In manufacturing, there are two clear opportunities for solar companies. The immediate opportunity is to provide solar solutions for public infrastructure utilities enabling manufacturing. The longer-term opportunity is a futuristic manufacturing phase, gravitating towards high-value industries such as electronic manufacturing. This means that commercially-distributed solar home systems (which typically consist of wiring, rechargeable battery, lighting systems, and connection cables) could be manufactured locally in the not-so-distant future.
Lastly, Kenya’s ‘Food Security Bill’ aims to enhance large-scale production, increasing smallholder family farming productivity and reducing the cost of food. The government should certainly consider tried-and-tested, cost-saving agricultural solar-power solutions that help boost yield productivity and profitability.
A reformed regulatory environment around the renewable energy sector is key
Despite the global viability and growth in the solar energy market, African countries, including Kenya, continue to lag behind.
For solar energy investors to sustainably participate in Kenya’s quest for an economic renaissance, regulatory obstacles holding back the sector must be eliminated.
Policies that provide an ‘enabling environment’ for growth and finance are needed if solar is to reach its potential.
But Kenya has a way to go to provide such an environment given the Energy Regulatory Commissions’ ‘Least Cost Development Plan’makes no provision for the generation of electricity from solar energy resources in its forecasted 20-year plan.
Exorbitant financing lending rates have also conspired against the sector’s players with many companies forced to raise capital from afar.

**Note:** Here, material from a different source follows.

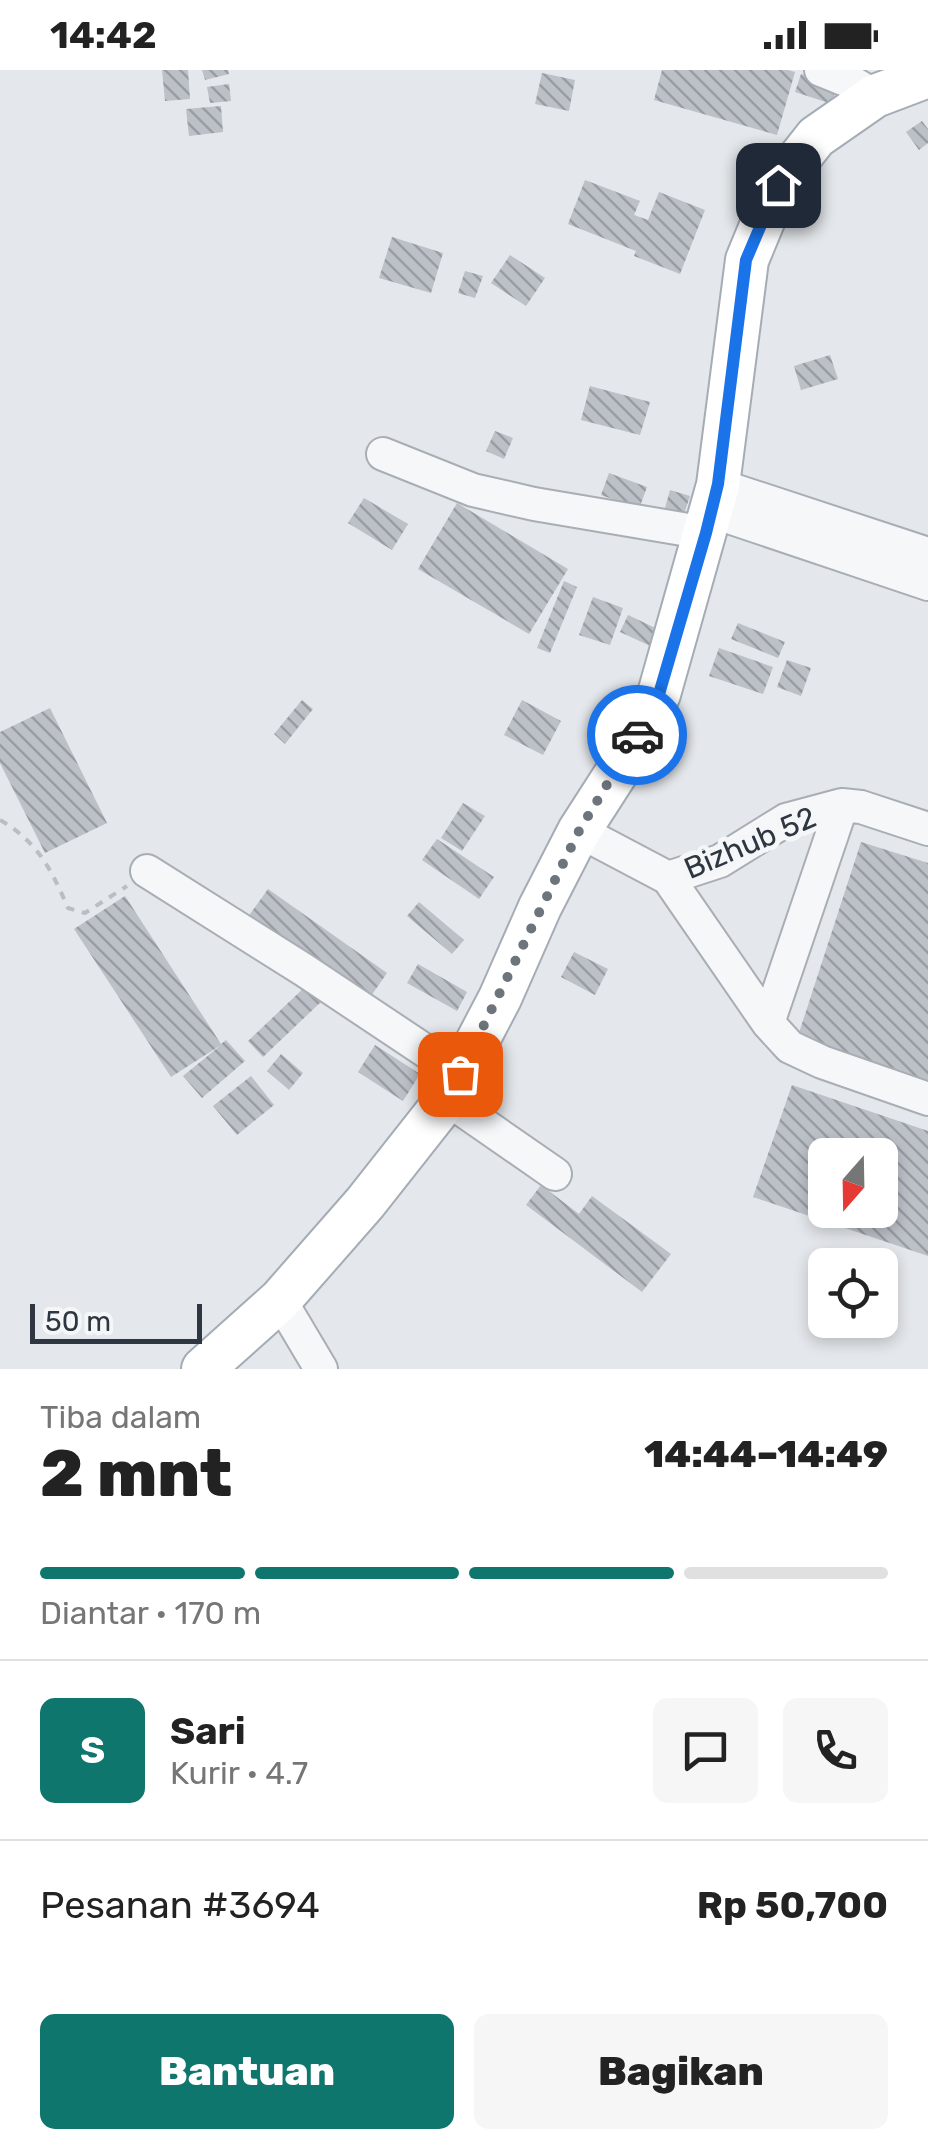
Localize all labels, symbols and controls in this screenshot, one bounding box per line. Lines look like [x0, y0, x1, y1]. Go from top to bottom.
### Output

Azuri, for instance, has raised its financing through various investment vehicles from commercial partner investors, mostly foreign, to the tune of over KES2 billion to finance its operations.
In that period, Azuri has sold over 150,000 solar home systems, impacting over 750,000 lives.
Yet, the existing energy implementation plans have no tangible strategy on enabling participation of local investors and budding entrepreneurs in the sector.
If Kenya is to achieve its renewable energy target of 175 GW by the year 2022 and turbocharging the country into a globally competitive and prosperous economy with high quality of life for its people, then it needs to put solar energy at the forefront of the conversation.
Energising homes around Kenya by providing access to safe, affordable and reliable electricity is a cherished dream not only shared by the Kenyan Government but also by solar pioneers, like Azuri, which have been helping address the many challenges outlined in the ‘Big Four’ agenda through its innovative solar solutions and services.